Dr Patrick Hart is a curator in the Published Collections team at the National Library of Scotland, and sits on the Library Board of the Open Journals Collective. He previously worked with COPIM as a research fellow at the Centre for Postdigital Cultures at Coventry University, and as a lecturer in English Literature at İstanbul Kültür University and at Bilkent University in Ankara.
Dr Lucy R. Hinnie is currently a Leverhulme Postdoctoral Fellow in the Department of English at the University of Saskatchewan. She is a graduate of both the University of Glasgow (MPhil, 2012) and the University of Edinburgh (MA, 2010; PhD, 2018).
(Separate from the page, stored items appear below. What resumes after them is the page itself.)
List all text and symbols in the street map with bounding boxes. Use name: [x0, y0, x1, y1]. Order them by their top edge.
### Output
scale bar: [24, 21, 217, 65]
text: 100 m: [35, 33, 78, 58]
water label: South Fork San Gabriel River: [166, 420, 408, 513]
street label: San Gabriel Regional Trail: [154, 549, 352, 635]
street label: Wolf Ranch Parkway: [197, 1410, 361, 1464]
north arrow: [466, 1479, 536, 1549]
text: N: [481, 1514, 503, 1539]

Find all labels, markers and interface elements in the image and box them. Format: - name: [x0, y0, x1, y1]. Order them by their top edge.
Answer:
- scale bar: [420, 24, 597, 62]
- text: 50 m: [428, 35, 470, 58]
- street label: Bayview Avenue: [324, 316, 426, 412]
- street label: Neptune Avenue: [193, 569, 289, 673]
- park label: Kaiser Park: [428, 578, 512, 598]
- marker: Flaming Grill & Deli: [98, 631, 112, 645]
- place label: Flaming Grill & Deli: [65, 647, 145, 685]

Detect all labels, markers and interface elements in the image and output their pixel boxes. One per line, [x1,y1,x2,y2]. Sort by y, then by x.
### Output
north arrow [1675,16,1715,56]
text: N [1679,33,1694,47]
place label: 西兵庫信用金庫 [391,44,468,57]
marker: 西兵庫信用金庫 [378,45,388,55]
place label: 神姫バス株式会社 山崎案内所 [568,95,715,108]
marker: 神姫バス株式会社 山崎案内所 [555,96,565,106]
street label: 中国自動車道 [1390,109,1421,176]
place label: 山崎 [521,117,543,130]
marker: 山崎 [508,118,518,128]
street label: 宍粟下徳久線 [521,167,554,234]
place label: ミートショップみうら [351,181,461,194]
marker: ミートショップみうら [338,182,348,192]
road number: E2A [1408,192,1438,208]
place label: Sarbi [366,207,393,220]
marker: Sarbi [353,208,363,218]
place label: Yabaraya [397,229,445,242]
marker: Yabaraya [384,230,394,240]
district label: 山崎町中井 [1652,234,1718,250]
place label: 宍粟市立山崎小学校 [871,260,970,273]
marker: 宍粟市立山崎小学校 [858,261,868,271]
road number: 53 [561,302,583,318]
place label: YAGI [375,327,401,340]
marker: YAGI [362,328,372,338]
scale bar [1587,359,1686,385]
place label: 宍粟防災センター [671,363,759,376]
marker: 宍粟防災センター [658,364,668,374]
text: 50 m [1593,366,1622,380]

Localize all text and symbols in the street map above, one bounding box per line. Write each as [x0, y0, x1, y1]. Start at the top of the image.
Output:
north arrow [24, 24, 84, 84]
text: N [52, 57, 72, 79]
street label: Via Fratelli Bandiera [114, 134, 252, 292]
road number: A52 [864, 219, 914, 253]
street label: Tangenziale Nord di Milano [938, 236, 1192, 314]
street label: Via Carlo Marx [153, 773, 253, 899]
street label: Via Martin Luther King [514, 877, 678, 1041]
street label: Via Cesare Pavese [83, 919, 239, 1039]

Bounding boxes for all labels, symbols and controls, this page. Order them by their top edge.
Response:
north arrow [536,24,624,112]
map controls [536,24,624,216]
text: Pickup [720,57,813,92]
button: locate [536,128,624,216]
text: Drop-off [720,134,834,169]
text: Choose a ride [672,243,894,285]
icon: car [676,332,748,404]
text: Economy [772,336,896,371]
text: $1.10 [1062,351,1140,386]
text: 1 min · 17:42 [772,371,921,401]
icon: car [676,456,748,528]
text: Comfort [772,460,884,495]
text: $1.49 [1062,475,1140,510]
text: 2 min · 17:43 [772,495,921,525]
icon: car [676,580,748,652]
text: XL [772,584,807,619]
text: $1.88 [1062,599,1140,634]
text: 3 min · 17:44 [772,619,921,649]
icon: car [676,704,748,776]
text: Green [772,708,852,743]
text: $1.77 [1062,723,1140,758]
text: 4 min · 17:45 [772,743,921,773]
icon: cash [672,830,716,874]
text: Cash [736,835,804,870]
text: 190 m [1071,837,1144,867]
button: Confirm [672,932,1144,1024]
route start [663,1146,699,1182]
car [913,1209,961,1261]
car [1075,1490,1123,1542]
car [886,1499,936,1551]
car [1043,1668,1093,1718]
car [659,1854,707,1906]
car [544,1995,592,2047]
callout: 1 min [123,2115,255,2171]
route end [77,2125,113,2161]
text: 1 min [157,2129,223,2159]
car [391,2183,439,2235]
Her postdoctoral project is entitled ‘Digitizing the Bannatyne MS (c. 1568)’ and stems from her doctoral thesis, ‘Figuring the Feminine in the Bannatyne MS (c. 1568)’, completed under the supervision of Dr Sarah Dunnigan. Her postdoctoral project, supervised by Professor David Parkinson, will offer a framework for a new digital edition of the Bannatyne Manuscript. Lucy’s research focusses on material in Older Scots, and the application of medieval feminist theory. Her monograph is currently under preparation for review at Brill. She can also be found on twitter @yclepit, and on the Humanities Commons.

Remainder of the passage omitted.